Quando a Fantasia se transforma no mercado. Ou o mercado em Fantasia. Ou sei lá.
F
altam-me poucas páginas para terminar a leitura de uma trilogia clássica de Fantasia, a tal da Fionavar Tapestry, de Guy Gavriel Kay. Para quem não sabe quem é esse cara, é simples: ele esteve lado a lado com Christopher Tolkien para organizar e dar sentido às notas de J.R.R. Tolkien que formariam o famoso Silmarillion. “Guy Kay”, a forma como foi referenciado no clássico tolkieniano, decidiu então render uma homenagem ao mestre e família fazendo a sua própria trilogia, com seus méritos e tudo mais.
Fionavar Tapestry certamente deu uma guinada no universo da Fantasia que conhecemos hoje. Juntamente com Ursula Le Guin, Guy Kay decidiu produzir algo diferente que não imitasse a narrativa tolkieniana descaradamente como era feito até então.

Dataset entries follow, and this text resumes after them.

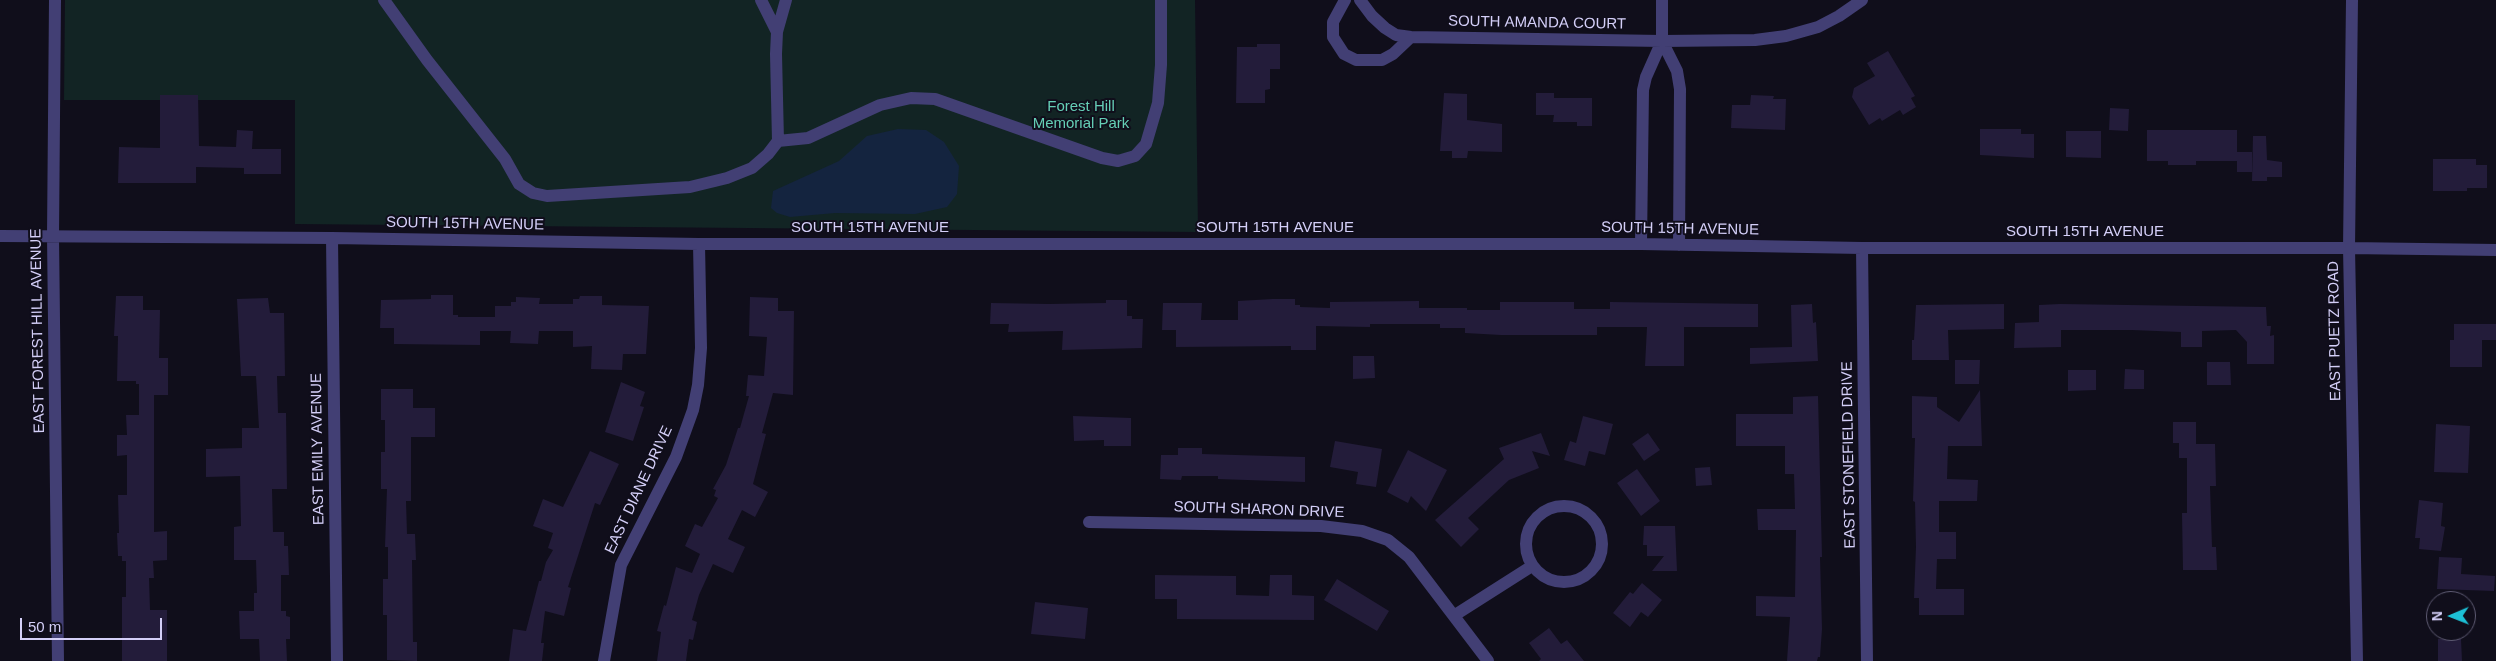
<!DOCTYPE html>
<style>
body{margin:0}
#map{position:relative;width:2496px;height:661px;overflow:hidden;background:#100e1b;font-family:Arial,sans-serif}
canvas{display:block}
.north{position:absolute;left:2426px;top:591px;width:50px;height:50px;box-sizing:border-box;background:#100e1b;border:1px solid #5e5b73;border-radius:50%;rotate:269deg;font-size:14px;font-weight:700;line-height:20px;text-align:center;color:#d4cff8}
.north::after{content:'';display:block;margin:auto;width:18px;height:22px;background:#1dc0d6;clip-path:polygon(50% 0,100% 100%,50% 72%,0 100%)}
.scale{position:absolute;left:20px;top:618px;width:142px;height:22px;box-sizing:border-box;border:2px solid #d4cff8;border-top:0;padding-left:6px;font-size:15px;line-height:18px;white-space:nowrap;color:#d4cff8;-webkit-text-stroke:4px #100e1b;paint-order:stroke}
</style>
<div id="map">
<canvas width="2496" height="661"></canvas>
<div class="north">N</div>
<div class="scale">50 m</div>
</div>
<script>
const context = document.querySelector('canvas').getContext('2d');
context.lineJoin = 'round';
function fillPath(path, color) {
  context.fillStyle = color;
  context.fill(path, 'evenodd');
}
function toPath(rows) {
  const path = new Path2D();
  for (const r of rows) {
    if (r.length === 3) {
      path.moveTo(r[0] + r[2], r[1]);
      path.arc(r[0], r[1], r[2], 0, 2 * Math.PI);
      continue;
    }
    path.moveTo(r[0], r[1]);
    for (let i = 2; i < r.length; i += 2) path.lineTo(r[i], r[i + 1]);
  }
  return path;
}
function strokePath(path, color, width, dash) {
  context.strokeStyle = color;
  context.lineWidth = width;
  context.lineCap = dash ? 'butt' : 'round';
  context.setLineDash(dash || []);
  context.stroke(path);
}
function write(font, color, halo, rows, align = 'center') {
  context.font = font + ' Arial,sans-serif';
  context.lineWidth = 4;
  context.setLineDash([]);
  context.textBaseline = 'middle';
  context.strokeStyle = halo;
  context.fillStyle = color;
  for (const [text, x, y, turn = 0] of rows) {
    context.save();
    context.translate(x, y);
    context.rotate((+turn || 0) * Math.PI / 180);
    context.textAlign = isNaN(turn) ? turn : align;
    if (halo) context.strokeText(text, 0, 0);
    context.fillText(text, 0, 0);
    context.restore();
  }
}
fillPath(toPath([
 [65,0,1195,0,1198,232,295,224,295,100,64,100]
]), '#122424');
fillPath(toPath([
 [898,129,926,130,944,142,959,166,957,194,947,207,915,214,835,213,790,217,777,213,771,208,773,191,839,161,867,136]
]), '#14243f');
fillPath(toPath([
 [1257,44,1280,44,1280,69,1270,69,1270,89,1265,90,1265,103,1236,103,1237,47,1257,47],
 [1888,51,1915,96,1911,98,1916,107,1903,115,1900,110,1882,121,1880,118,1869,125,1852,97,1854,88,1875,76,1867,63],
 [1444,93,1467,94,1467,120,1502,124,1502,152,1468,151,1467,158,1452,158,1452,151,1440,151],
 [1536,93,1554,93,1554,98,1592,98,1592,126,1577,126,1577,122,1553,122,1554,115,1536,115],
 [160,95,198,95,199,146,236,147,237,130,253,131,252,149,281,149,281,174,244,174,244,168,196,167,196,183,118,183,119,147,160,148],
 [1751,95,1774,96,1773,99,1786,99,1785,130,1731,128,1732,105,1750,105],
 [2110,108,2129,109,2128,131,2109,130],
 [1980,129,2021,129,2021,134,2034,134,2034,158,1980,155],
 [2147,130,2237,130,2237,152,2252,152,2252,172,2237,172,2237,161,2196,161,2196,165,2168,165,2168,161,2147,161],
 [2066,131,2101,131,2101,158,2066,157],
 [2253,136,2266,136,2267,160,2282,162,2282,177,2267,177,2267,181,2252,181],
 [2433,159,2476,159,2476,165,2487,165,2487,188,2467,188,2467,191,2433,191],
 [431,295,453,295,453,315,458,315,458,317,495,317,495,306,511,306,511,302,516,302,516,297,540,298,539,304,573,304,573,299,579,299,580,296,602,296,602,305,649,306,646,354,623,354,622,370,591,369,592,346,573,347,573,331,539,331,538,344,510,343,511,331,480,331,480,345,394,344,394,328,380,328,381,300,431,299],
 [116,296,143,296,143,310,160,310,159,358,168,358,168,395,154,395,154,532,167,531,167,560,153,561,154,578,149,578,150,610,167,610,167,661,122,661,122,597,126,597,126,561,122,561,122,556,118,556,117,533,119,533,118,495,127,495,127,455,117,456,117,435,127,435,126,415,139,415,139,384,136,384,136,381,117,381,118,336,114,336],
 [750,297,778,298,778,311,794,311,793,395,773,393,762,433,766,434,753,484,768,492,755,517,742,510,728,539,745,547,733,573,713,564,699,595,692,620,697,622,693,640,689,639,686,661,657,661,661,632,657,631,664,605,666,606,676,567,692,573,700,554,685,546,695,524,702,527,718,498,714,496,716,490,713,489,726,465,738,428,740,428,749,396,746,396,748,375,764,376,767,337,749,336],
 [268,298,270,313,284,313,285,376,277,376,278,413,286,413,287,489,272,489,273,532,284,532,284,546,288,546,289,575,281,575,281,611,286,611,286,616,290,617,290,639,286,639,287,661,260,661,259,639,240,639,239,611,254,611,254,593,257,593,256,560,234,560,234,527,241,526,240,476,206,477,206,449,242,448,242,428,259,428,256,376,241,376,237,299],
 [1273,299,1295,299,1295,305,1300,305,1300,307,1330,308,1330,302,1419,301,1419,308,1467,308,1467,310,1500,310,1500,302,1574,302,1574,309,1610,309,1610,302,1758,304,1758,327,1684,327,1684,366,1645,366,1647,327,1597,327,1597,335,1501,335,1465,333,1465,328,1440,328,1440,324,1370,324,1370,327,1316,326,1316,350,1291,350,1291,346,1176,347,1176,330,1162,330,1163,303,1202,303,1201,320,1238,320,1238,301],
 [1106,300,1127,300,1127,316,1132,316,1132,319,1143,319,1142,348,1062,350,1063,331,1008,332,1009,324,990,324,991,303,1049,304,1106,303],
 [1812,304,1813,323,1816,322,1818,361,1750,364,1750,348,1792,347,1791,305],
 [2004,304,2004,329,1948,330,1949,360,1912,360,1912,340,1914,340,1916,305],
 [2060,304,2266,307,2267,326,2271,326,2270,336,2274,335,2274,364,2247,364,2247,342,2236,330,2202,331,2202,347,2181,347,2181,332,2132,330,2061,330,2061,347,2014,348,2015,323,2039,322,2039,305],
 [2454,324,2496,324,2496,340,2482,340,2482,367,2450,367,2450,340,2454,340],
 [1353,356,1374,356,1375,378,1353,379],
 [1955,360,1980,360,1979,384,1955,384],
 [2207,362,2230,362,2231,385,2207,385],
 [2125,369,2144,370,2144,389,2124,389],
 [2068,370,2096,370,2096,390,2068,391],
 [621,382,645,392,640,406,644,407,633,441,605,432],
 [381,389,413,389,413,408,435,408,435,437,411,437,411,501,406,501,407,534,415,534,416,560,412,560,413,642,417,642,417,661,387,660,387,615,383,615,383,579,388,579,388,547,385,547,387,489,381,489,381,452,385,452,385,420,381,420],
 [1980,390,1982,446,1948,446,1947,479,1978,480,1977,501,1939,501,1939,532,1956,532,1956,559,1937,559,1936,589,1964,589,1964,615,1919,615,1919,598,1914,598,1916,547,1915,502,1913,501,1915,438,1912,438,1912,396,1937,397,1937,407,1959,422],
 [1818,396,1822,557,1820,557,1822,629,1820,657,1818,657,1817,661,1787,661,1790,617,1756,616,1756,596,1795,597,1796,530,1758,530,1757,509,1795,509,1794,474,1785,474,1785,446,1736,446,1736,414,1793,414,1793,397],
 [1073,416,1131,418,1131,446,1104,446,1104,440,1074,441],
 [1583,416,1613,424,1605,455,1589,451,1585,466,1564,460,1570,441,1576,443],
 [2173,422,2196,422,2196,444,2215,444,2216,486,2210,486,2212,547,2216,547,2217,570,2183,570,2182,513,2187,513,2187,458,2179,458,2179,443,2173,443],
 [2436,424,2470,426,2468,473,2434,472],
 [1541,433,1550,456,1532,451,1539,468,1509,480,1468,518,1479,529,1461,547,1435,520,1504,459,1499,448],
 [1648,433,1660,450,1644,461,1632,444],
 [1335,441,1382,449,1376,487,1356,484,1358,472,1330,467],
 [1178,448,1202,448,1202,454,1305,457,1305,482,1218,479,1218,476,1182,476,1181,480,1160,479,1161,455,1178,455],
 [1408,450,1447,470,1426,511,1411,496,1408,503,1387,492],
 [590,451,619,464,600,505,595,503,568,587,571,588,564,616,545,611,541,643,544,643,542,661,509,661,513,629,526,631,539,581,541,581,546,562,553,550,548,548,553,533,533,526,543,499,563,507],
 [1710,467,1712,485,1696,486,1695,468],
 [1637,469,1660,501,1641,516,1617,483],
 [2419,500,2443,503,2441,526,2445,527,2441,551,2419,549,2420,538,2415,538],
 [1644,526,1675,526,1677,571,1652,571,1664,556,1647,556,1647,545,1643,545],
 [2439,557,2462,558,2461,574,2495,576,2494,591,2437,589],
 [1155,575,1236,576,1236,595,1269,596,1270,575,1292,575,1292,595,1314,596,1314,620,1177,619,1177,599,1155,599],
 [1337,579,1389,611,1377,631,1324,600],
 [1642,583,1662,600,1648,617,1641,612,1630,627,1613,613,1630,592,1633,594],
 [1035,602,1088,608,1085,639,1031,634],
 [1549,628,1561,644,1567,640,1584,661,1539,661,1541,659,1529,643],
 [2438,639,2461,639,2462,661,2438,661]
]), '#231c3a');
strokePath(toPath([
 [55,0,53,236,58,661],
 [384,0,427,60,505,159,519,184,533,193,547,196,690,187,727,178,752,168,768,154,778,141,776,54,777,32,786,0],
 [761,0,777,32],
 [1345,0,1333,22,1333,37,1344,54,1356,60,1382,60,1393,54,1411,37],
 [1360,0,1372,16,1385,28,1396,35,1411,37,1662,41,1755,40,1786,36,1818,27,1839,16,1862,0],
 [2352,0,2349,248,2357,661],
 [1662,41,1677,71,1680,89,1679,245],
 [778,141,808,138,880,105,911,98,935,99,1102,158,1118,161,1135,156,1146,144,1158,103,1161,65,1161,0],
 [0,236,332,238,699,244,1641,244,1862,248,2349,248,2496,250],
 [332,238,337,661],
 [1641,244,1643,90,1646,77,1662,41,1662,0],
 [1862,248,1867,661],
 [1564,544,38],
 [1089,522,1321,526,1362,531,1388,540,1409,557,1488,661],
 [1455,615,1532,566],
 [604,661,621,565,676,457,693,410,698,385,701,348,699,244]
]), '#423f74', 12);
write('15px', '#d4cff8', '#100e1b', [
 ["SOUTH AMANDA COURT",1537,23,1],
 ["SOUTH 15TH AVENUE",465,224,1],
 ["SOUTH 15TH AVENUE",870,228],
 ["SOUTH 15TH AVENUE",1275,228],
 ["SOUTH 15TH AVENUE",1680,229,1],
 ["SOUTH 15TH AVENUE",2085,232],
 ["EAST FOREST HILL AVENUE",38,331,-91],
 ["EAST PUETZ ROAD",2335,331,-91],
 ["EAST EMILY AVENUE",318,449,-91],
 ["EAST STONEFIELD DRIVE",1849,455,-91],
 ["EAST DIANE DRIVE",639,490,-65],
 ["SOUTH SHARON DRIVE",1259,510,2]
]);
write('15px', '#65ceb6', '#100e1b', [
 ["Forest Hill",1081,107],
 ["Memorial Park",1081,124]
]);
</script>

Como homenagem, decidiu manter o princípio tokieniano de recuperar mitologias, no caso, a mitologia das mitologias: o conto arturiano. O livro é bom, não nego. O autor, excepcional.
Como li em críticas por aí, tem gente até que diz que ele é uma espécie de Tolkien bem acabado ou melhor organizado ou seja, não o autor daquele Frankenstein que é o Senhor dos Anéis, tão enrolado e perdido em ritmos diferentes que, francamente, cansam o leitor. Fionavar Tapestry é uma narrativa que deixa claro para o leitor que o autor pensou em um começo, meio e fim, com uma escrita rebuscada em livros longos e tudo mais. Longo até demais. Faltando poucas dezenas de páginas para terminar a trilogia, me sinto cansado, exausto e refém. Sabe quando você olha para a narrativa e pensa “era realmente preciso escrever essa história de forma tão rebuscada e prolixa?”. Se fecho o livro para nunca mais ler, jamais saberei o que aconteceu aos heróis da trama. Se fecho o livro e dou uma pausa na leitura por alguns dias, a retomada se torna mais difícil ainda. Pronto: refém, seqüestrado, abduzido. ALERTA DE GEORGE R.R. MARTIN!

E aí reside o problema, meus caros. Geralmente o nicho de Literatura de Fantasia , mais profícuo nos Estados Unidos e Inglaterra, é composto por longas séries de livros: um livro curto não é mais capaz de dar conta de narrativas tão complexas e ricamente elaboradas. Salve Ursula Le Guin! Ela sim sabia fazer o negócio direito! Detalhar mundos que não existem nunca foi coisa fácil, mas, como um legado porco ou pouco compreendido de Tolkien, os escritores de hoje não sabem mais segurar a mão. Para saber o que aconteceu com fulano ou sicrano é preciso passar por 1000 páginas ou mais. Isso, é claro, se o autor tomou vergonha na cara e decidiu botar um ponto final na coisa toda. Isso me lembra uma conversa que tive com um amigo da área, contando da dificuldade (para os Realistas) em categorizar a Fantasia enquanto Literatura, já que os autores se debruçam mais na descrição do mundo do que na narrativa em si.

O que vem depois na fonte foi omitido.